Now, run your program once again. You should now be able to click either rendered visual and see the transformation in action! While this is just a very simple example of working with the visual layer of WPF, remember that you make use of the same brushes, transformations, pens, and layout managers as you would when working with XAML. As a result, you already know quite a bit about working with this Visual-derived classes.

Image Source Code The RenderingWithVisuals project can be found in the Chapter 28 subdirectory.
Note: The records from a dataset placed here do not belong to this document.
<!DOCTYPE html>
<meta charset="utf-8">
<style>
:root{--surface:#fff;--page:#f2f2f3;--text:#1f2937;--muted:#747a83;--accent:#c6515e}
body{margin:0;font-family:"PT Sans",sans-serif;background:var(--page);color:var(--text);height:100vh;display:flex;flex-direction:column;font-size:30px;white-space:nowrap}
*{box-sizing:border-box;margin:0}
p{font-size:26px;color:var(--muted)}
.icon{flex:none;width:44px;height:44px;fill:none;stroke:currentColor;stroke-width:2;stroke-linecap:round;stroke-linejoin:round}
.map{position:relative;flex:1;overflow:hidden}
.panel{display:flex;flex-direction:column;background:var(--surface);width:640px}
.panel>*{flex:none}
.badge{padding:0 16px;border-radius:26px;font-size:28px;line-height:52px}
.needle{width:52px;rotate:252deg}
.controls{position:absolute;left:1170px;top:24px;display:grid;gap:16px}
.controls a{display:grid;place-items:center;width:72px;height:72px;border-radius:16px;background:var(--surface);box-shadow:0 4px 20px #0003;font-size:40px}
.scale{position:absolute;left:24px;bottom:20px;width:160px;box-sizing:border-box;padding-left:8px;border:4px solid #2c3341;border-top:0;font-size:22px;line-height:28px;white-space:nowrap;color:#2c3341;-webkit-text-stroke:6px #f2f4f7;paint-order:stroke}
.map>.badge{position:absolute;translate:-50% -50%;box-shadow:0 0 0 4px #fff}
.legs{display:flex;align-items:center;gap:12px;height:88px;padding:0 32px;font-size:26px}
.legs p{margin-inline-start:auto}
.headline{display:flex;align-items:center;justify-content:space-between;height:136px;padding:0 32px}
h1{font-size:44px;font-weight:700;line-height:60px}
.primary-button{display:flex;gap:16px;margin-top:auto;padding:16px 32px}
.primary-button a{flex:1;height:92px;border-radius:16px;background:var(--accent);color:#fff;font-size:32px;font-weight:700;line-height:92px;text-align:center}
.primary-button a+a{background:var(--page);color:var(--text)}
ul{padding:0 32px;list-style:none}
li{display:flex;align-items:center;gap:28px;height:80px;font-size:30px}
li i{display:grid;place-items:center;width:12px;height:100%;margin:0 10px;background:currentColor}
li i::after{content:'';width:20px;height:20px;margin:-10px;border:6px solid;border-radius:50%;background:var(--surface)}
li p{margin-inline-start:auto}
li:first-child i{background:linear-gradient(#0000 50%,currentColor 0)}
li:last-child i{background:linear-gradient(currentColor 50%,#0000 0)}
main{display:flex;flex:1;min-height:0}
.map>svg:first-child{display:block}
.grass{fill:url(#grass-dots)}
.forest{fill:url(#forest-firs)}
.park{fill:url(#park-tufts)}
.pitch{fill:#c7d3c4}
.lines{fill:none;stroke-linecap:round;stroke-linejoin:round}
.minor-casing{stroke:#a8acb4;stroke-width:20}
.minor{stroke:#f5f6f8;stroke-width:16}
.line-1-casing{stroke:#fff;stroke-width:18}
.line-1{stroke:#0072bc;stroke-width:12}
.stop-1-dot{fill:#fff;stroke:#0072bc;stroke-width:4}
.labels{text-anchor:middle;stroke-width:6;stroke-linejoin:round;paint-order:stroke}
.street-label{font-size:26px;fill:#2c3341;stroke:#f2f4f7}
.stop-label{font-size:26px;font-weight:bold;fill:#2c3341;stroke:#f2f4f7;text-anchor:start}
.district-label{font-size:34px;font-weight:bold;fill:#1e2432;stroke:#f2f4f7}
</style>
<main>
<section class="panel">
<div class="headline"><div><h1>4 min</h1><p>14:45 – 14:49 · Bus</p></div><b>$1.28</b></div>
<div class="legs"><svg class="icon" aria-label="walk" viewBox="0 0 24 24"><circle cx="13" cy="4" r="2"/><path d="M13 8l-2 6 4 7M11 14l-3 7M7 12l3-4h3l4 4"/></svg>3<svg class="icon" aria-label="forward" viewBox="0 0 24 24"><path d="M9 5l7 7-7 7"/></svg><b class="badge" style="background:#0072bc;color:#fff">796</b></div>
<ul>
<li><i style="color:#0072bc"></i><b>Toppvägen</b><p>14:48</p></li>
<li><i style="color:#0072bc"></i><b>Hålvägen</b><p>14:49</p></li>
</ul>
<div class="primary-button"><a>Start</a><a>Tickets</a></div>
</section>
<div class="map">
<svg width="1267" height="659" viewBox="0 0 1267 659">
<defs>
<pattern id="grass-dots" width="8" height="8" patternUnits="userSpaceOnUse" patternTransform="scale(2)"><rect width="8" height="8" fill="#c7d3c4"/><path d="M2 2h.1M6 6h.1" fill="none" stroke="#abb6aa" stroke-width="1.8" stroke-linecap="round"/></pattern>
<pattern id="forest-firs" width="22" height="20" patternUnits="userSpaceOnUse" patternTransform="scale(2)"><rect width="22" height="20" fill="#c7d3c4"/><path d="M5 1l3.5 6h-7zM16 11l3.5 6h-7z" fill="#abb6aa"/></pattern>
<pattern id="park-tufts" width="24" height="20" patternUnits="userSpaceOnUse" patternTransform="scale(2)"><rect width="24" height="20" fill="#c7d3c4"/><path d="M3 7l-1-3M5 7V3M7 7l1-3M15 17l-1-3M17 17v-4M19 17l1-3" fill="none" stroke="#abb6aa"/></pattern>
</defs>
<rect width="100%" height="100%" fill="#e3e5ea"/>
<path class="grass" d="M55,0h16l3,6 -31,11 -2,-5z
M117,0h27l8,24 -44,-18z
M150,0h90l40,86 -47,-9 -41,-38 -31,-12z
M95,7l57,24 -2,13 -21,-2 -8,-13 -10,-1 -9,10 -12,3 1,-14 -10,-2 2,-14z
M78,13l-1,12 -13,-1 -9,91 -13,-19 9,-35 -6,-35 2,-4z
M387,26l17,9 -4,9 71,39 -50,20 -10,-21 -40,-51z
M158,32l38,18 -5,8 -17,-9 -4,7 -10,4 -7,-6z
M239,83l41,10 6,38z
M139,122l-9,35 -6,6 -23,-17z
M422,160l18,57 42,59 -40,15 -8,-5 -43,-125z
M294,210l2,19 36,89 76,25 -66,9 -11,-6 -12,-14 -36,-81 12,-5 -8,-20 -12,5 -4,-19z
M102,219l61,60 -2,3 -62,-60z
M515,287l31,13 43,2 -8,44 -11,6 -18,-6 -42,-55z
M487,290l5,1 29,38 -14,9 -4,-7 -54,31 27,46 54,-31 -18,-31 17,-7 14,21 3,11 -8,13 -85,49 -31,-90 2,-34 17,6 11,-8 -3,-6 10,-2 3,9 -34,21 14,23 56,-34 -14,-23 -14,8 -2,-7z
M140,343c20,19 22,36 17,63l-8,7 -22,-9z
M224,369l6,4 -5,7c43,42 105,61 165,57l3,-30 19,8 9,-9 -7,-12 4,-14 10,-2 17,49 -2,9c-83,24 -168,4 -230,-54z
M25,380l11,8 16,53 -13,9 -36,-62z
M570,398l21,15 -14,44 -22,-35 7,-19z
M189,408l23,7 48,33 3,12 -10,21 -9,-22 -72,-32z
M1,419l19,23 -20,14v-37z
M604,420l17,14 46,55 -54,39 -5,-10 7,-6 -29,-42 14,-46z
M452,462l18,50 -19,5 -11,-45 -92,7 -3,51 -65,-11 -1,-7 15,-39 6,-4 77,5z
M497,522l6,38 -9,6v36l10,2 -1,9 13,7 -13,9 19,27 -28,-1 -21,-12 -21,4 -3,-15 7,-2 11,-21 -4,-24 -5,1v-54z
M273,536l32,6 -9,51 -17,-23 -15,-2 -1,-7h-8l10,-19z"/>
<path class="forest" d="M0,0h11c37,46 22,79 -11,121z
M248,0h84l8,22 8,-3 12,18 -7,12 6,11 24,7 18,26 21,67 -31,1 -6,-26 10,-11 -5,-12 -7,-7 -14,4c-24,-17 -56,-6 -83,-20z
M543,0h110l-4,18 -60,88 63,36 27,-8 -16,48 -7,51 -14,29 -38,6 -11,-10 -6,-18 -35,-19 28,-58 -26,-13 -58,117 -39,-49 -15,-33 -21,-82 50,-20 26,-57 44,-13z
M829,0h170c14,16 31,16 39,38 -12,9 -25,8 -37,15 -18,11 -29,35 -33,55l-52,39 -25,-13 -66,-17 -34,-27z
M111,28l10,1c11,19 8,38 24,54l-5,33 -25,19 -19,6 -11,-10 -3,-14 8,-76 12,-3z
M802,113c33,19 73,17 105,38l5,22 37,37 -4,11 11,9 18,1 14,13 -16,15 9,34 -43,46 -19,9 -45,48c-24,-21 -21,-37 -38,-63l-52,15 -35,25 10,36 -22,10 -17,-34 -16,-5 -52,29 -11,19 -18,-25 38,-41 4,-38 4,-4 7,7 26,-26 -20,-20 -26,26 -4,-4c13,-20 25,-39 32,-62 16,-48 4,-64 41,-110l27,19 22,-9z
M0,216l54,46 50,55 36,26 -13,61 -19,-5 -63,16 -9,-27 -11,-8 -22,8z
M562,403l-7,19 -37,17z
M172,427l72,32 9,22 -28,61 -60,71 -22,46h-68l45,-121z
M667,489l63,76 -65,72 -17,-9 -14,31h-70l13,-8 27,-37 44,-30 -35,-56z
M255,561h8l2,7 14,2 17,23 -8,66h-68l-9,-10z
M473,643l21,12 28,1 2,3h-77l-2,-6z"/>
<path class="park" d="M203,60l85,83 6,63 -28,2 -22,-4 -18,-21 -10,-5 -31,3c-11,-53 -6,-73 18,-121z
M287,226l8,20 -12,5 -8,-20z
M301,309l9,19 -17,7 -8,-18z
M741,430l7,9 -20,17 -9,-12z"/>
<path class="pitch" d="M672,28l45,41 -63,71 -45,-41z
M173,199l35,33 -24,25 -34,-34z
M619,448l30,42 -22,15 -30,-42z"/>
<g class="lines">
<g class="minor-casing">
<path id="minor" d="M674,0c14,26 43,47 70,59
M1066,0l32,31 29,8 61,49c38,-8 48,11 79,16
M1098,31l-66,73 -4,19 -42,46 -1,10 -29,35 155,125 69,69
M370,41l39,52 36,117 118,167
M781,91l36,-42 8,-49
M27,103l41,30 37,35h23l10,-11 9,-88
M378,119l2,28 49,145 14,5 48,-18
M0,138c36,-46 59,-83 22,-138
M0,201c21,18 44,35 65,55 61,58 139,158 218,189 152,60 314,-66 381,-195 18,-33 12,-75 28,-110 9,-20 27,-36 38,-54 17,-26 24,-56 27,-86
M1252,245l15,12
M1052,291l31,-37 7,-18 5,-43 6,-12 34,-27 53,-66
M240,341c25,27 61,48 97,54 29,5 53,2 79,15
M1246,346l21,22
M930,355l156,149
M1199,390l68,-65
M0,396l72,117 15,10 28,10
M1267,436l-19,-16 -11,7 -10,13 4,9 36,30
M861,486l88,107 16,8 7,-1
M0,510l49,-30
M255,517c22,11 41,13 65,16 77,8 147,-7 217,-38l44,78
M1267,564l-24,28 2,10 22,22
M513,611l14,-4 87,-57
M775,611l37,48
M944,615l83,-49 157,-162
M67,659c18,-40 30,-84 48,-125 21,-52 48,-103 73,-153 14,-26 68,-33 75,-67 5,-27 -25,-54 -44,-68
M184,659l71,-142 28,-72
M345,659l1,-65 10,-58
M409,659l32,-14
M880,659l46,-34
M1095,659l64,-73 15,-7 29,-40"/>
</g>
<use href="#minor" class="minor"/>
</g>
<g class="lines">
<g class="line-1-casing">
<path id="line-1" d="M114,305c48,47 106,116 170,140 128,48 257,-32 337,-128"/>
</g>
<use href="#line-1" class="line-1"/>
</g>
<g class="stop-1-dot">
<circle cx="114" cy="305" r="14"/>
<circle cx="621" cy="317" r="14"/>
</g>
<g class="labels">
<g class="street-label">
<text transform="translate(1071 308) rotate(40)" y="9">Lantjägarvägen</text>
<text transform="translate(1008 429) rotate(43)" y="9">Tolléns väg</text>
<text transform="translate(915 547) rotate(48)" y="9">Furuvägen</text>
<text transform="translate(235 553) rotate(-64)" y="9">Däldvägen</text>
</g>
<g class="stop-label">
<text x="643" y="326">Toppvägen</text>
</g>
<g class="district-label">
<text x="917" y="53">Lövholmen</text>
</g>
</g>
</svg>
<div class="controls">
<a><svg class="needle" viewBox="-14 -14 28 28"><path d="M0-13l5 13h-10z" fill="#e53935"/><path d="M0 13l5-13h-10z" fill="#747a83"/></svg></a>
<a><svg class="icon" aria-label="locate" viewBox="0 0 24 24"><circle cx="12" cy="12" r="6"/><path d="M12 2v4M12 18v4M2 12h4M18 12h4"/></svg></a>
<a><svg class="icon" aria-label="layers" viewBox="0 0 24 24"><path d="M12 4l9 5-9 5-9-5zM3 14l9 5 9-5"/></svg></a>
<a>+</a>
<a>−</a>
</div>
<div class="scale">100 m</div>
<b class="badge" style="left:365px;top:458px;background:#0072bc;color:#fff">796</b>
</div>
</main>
That wraps up your investigation of the graphical rendering services of Windows Presentation Foundation. While you learned a number of interesting topics, the reality is that you have only scratched the surface of WPF’s graphical capabilities. I will leave it in your hands to dig deeper into the topics of shapes, drawings, brushes, transformations, and visuals (and, to be sure, you will see some additional details of these topics in the remaining WPF chapters).

Summary

Because Windows Presentation Foundation is such a graphically intensive GUI API, it comes as no surprise that we are given a number of ways to render graphical output. This chapter began by examining each of three ways a WPF application can do so (shapes, drawings, and visuals) and discussed various rendering primitives such as brushes, pens, and transformations.

Remember that when you need to build interactive 2D renderings, shapes make the process very simple. However, static, non-interactive renderings can be rendered in a more optimal manner by using drawings and geometries, while the visual layer (accessible only in code) gives you maximum control and performance.